Frames, fields and pictures

An H.264 encoder converts video frames into compressed or coded pictures. H.264/AVC defines a frame as an array of luma samples and two corresponding arrays of chroma samples. The two fields, top field and bottom field, that make up a frame may be sampled at the same time instant (progressive scan) or at different time instants (interlaced scan). The term picture refers collectively to a frame or a field. Frames or fields are encoded to form coded pictures, each of which is composed of one or more slices. Slices are decoded to produce decoded pictures which are stored in a Decoded Picture Buffer (DPB). Pictures in the DPB may be used for inter prediction of further coded pictures and/or output for display. It is important to distinguish between three different orders of pictures:

  • Decoding order, the order in which pictures are decoded from the bitstream
  • Display order, the order in which pictures are output for display
  • Reference order, the order in which pictures are arranged for inter prediction of other pictures.
Decoded Picture Buffer and picture orders
Decoded Picture Buffer and picture orders

As shown in above figure, the decoding order of pictures is indicated by the parameter frame_num. The display order of pictures is determined by the parameters TopFieldOrderCount and BottomFieldOrderCount, collectively described as Picture Order Count, POC. The reference order of pictures is determined by one or two lists, each of which is an ordered list of all the available decoded pictures. A P slice uses a single list, list0, and a B slice uses two lists, list0 and list1. A list contains available reference pictures in different orders.

Orders in H.264

  • Decoding order, the order in which pictures are decoded from the bitstream. The parameter frame_num, decoded from the slice header, determines the decoding order of coded frames or fields. Except in certain special cases, frame_num for each decoded picture increases by one compared with the previous reference frame in decoding order.
  • Display order is determined by the POC parameters TopFieldOrderCount and BottomFieldOrderCount which are derived from the slice header using one of three methods:
    • Type 0: The least significant bits of POC are sent in every slice header. This allows maximum flexibility but typically requires more bits than the other methods.
    • Type 1: A ‘cycle’ of POC increments is set up in the sequence parameter set and POC changes according to this cycle unless otherwise signalled in the slice header using a Delta offset. The cycle defines the interval between frames used for reference, plus a POC offset to frames not used for reference.
    • Type 2: POC is derived directly from frame_num and display order is the same as decoding order.

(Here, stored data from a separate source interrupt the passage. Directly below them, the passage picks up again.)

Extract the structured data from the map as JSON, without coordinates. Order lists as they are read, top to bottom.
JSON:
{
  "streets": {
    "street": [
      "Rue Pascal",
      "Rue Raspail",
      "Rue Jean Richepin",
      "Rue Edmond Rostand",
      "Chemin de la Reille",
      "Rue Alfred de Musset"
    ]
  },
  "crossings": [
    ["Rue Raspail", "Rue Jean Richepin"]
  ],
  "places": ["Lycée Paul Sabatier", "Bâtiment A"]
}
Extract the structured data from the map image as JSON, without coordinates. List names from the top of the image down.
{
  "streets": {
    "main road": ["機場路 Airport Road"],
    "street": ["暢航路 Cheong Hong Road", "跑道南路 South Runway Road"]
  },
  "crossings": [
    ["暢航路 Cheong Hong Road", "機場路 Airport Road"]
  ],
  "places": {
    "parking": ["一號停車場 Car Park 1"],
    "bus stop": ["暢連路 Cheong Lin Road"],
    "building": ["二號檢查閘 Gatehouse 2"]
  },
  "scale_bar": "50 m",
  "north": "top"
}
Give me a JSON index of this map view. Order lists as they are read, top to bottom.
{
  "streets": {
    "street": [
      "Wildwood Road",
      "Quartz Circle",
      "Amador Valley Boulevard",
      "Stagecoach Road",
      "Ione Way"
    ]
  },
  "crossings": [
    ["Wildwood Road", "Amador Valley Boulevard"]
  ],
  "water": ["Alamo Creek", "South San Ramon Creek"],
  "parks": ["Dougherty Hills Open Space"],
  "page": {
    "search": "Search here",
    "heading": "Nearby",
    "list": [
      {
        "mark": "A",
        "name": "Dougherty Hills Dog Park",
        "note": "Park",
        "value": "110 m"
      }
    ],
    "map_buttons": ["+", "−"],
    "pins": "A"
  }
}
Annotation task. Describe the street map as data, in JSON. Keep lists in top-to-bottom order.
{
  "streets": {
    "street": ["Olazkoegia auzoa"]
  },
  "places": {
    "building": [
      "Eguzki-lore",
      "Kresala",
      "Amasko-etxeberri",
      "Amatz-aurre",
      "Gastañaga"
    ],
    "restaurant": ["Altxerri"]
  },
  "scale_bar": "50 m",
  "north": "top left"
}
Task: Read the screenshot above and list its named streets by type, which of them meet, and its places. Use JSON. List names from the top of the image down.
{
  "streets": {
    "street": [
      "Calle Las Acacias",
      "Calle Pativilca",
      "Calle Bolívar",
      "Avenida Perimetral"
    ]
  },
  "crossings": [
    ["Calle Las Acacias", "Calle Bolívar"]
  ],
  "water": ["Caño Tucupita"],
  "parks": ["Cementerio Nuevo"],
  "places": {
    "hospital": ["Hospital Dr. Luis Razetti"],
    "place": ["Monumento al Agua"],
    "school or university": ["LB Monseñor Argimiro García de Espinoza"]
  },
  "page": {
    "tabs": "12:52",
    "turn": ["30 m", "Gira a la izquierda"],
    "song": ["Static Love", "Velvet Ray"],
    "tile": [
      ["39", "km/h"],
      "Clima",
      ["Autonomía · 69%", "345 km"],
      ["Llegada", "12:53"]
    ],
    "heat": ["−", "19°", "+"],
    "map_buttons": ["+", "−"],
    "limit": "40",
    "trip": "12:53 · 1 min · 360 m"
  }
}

A P slice uses a single list of reference pictures, list0 and a B slice uses two lists, list0 and list1. In each list, short term reference pictures are listed first followed by long term reference pictures, in increasing order of LongTermPicNum. The default short term reference picture order depends on decoding order when the current slice is a P slice and on display order when the current slice is a B slice. The list orders are important, since indices to reference pictures earlier in the list require fewer bits to signal. Hence the default orders are organized so that reference pictures temporally ‘nearer’ to the current picture occur earlier in the list, since these are likely to contain the best prediction match for the current picture.